Nata a dispetto di una diagnosi di infertilità la giovane donna è il miracolo che ha illuminato la vita di mamma e papà, la figlia amata e desiderata più di ogni altra cosa al mondo.

Marina sa di essere importante per sua famiglia ed è riconoscente ai genitori per tutto l’amore che le hanno donato in quei trenta bellissimi anni.

I suoi bisogni sono sempre stati ascoltati, capiti e soddisfatti; le passioni assecondate; le amicizie accolte.

E quando si è trattato di mettere dei paletti alle sue richieste è stato fatto con dolcezza, per il suo bene o per l’impossibilità materiale di accontentarla.

Insomma, Marina ha vissuto nella famiglia che ogni figlio vorrebbe avere!

E, anche se non ci sono stati dei fratelli, gli amici hanno sempre avuto uno spazio importante, compensando la solitudine e il bisogno di condivisione.

Apparentemente nulla motiva quel panico che la paralizza impedendole di uscire di casa per svolgere il lavoro che ama e che ha scelto con tanta passione: il medico.

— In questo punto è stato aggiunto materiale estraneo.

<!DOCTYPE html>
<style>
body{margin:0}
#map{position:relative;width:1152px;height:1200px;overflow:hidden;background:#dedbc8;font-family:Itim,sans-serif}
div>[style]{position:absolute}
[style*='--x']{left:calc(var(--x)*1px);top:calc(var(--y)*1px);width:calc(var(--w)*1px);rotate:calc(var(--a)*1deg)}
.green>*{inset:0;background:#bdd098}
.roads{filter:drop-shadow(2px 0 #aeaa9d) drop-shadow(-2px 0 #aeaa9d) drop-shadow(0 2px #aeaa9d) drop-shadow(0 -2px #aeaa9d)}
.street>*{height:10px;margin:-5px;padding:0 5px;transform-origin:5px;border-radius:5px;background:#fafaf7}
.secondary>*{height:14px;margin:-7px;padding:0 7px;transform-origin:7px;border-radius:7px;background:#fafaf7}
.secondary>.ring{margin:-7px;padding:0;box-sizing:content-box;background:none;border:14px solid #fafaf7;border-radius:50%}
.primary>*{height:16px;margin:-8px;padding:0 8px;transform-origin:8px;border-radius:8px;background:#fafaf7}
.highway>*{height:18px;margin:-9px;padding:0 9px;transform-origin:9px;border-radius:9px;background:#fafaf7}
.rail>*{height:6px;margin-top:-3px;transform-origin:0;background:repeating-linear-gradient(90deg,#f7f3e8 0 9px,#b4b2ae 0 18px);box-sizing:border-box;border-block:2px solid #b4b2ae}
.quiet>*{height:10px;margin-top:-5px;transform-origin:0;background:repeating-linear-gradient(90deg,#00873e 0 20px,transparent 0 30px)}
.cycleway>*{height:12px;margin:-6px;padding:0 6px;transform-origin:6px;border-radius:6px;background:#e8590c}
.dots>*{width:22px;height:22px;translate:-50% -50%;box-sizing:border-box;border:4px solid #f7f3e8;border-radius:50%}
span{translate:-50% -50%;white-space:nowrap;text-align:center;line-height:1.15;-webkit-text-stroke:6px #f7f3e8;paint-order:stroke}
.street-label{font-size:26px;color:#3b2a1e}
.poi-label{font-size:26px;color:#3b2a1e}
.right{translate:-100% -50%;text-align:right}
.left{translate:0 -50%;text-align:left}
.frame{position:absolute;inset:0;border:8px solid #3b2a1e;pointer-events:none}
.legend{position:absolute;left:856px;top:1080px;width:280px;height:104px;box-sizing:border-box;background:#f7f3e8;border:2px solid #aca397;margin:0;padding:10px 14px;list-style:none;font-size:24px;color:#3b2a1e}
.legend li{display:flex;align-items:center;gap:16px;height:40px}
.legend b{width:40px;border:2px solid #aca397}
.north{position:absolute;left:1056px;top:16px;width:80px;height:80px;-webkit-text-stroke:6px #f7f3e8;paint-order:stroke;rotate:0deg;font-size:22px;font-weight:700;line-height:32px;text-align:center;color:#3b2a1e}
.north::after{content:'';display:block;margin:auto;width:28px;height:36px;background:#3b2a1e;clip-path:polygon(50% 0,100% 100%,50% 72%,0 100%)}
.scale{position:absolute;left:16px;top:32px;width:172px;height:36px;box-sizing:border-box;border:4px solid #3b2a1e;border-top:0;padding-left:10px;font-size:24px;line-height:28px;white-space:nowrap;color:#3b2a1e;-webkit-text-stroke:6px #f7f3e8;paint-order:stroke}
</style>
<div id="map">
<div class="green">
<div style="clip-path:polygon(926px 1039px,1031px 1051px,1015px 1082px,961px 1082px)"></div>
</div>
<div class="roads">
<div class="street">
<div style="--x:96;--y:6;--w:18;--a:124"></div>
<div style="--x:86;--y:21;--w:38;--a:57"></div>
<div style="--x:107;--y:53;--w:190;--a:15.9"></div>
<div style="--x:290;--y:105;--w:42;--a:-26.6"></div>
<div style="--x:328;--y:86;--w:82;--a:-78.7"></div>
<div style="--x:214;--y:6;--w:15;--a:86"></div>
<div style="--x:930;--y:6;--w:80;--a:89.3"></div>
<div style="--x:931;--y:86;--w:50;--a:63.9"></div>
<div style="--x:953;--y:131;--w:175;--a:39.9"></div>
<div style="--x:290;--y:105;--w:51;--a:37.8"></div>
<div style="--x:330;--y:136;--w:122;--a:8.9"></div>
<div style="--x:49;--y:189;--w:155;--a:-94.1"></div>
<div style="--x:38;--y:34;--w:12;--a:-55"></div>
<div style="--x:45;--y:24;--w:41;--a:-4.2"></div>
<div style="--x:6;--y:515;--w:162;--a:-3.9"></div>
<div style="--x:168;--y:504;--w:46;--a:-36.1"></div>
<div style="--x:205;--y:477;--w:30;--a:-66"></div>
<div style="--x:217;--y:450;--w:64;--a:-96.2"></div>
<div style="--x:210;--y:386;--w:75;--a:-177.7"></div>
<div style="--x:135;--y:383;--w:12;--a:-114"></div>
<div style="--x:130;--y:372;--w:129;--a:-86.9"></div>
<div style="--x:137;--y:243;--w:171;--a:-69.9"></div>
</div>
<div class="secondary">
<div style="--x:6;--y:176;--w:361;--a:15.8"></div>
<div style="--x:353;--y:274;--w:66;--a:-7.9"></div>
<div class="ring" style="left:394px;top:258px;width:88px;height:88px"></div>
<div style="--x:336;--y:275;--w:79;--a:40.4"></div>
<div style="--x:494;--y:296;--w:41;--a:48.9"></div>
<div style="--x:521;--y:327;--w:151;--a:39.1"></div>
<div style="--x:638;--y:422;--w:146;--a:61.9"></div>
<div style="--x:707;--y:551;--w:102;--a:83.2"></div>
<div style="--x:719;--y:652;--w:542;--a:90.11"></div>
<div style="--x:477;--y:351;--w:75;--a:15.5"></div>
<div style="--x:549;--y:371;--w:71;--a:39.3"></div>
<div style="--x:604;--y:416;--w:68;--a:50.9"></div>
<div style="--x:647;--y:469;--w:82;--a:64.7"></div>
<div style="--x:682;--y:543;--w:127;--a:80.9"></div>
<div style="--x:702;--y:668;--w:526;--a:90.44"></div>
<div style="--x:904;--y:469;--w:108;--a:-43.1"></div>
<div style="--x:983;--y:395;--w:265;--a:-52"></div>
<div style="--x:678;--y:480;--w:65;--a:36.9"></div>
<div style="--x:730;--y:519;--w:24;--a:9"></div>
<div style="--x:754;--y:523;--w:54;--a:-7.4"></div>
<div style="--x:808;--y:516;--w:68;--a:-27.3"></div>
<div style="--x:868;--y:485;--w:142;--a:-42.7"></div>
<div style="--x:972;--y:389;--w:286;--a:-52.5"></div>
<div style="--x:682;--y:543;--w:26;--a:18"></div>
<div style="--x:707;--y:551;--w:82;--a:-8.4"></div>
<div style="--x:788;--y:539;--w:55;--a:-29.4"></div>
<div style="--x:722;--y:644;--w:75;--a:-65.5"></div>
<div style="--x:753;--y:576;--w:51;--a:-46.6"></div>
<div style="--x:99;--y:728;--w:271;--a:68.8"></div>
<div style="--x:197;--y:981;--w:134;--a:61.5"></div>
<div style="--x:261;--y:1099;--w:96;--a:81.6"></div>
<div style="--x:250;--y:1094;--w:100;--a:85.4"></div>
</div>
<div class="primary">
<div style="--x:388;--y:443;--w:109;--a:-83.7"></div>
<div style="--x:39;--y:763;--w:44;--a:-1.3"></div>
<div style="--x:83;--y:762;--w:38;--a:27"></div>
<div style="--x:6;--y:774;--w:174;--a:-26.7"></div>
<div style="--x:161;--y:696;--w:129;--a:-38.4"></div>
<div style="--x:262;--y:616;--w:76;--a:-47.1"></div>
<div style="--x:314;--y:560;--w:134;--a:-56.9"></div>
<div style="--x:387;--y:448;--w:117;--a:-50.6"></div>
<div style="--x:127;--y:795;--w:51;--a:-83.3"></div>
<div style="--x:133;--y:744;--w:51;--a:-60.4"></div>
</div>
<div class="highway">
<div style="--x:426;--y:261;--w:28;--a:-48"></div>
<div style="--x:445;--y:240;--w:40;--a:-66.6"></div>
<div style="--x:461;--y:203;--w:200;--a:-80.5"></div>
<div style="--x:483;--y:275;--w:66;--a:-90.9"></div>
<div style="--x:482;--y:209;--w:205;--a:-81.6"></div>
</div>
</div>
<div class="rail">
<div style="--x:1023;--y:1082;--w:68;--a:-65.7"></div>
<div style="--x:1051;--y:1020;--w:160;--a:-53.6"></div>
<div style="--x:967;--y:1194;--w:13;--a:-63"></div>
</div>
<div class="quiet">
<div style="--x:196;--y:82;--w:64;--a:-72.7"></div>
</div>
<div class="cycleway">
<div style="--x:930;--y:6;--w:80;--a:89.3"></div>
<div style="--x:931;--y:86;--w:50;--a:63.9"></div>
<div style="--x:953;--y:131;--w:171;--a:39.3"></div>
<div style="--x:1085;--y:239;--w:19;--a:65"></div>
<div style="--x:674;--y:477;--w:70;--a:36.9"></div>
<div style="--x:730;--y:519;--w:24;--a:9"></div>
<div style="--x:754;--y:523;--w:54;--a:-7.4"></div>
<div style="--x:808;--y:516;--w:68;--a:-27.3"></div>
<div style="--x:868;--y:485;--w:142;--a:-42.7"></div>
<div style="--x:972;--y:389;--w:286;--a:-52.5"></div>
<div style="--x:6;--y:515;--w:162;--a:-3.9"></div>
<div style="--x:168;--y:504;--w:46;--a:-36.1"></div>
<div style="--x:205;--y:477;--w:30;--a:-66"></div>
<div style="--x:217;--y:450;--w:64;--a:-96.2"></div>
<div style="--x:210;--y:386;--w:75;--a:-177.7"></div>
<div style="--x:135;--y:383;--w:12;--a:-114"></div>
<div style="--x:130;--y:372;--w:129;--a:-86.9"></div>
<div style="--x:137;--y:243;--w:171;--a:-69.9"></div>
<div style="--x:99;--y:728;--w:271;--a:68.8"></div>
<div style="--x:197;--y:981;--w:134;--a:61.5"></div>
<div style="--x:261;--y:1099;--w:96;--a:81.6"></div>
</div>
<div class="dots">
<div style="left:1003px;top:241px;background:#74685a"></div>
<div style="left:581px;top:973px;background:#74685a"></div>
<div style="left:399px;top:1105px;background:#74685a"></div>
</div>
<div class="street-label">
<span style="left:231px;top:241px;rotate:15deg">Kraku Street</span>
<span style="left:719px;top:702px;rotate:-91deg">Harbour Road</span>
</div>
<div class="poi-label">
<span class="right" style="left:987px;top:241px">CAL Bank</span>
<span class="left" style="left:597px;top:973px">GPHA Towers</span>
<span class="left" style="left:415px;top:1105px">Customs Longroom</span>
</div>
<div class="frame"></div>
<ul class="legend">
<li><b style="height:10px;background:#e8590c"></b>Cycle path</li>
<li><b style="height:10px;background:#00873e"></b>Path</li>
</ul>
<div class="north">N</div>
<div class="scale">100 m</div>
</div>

Marina si interroga… ma non si spiega cosa non stia funzionando nella sua vita.

E dopo aver consultato decine di colleghi decide finalmente di chiedere aiuto ad un professionista.

Nel corso dei colloqui l’amore prenderà forma e infine svelerà a Marina il conflitto indicibile tra il bisogno di accompagnare i genitori nella vecchiaia e il desiderio di trasferirsi all’estero per proseguire i suoi studi e le sue ricerche.

Difficile ricambiare le cure che ha ricevuto senza tradire il suo impegno per risolvere i problemi che ammalano l’umanità!

Marina vuole bene al mondo e ama i suoi genitori… ma… per superare quei fastidiosi attacchi di panico dovrà fare spazio anche alla sua creatività e all’autonomia che la caratterizza.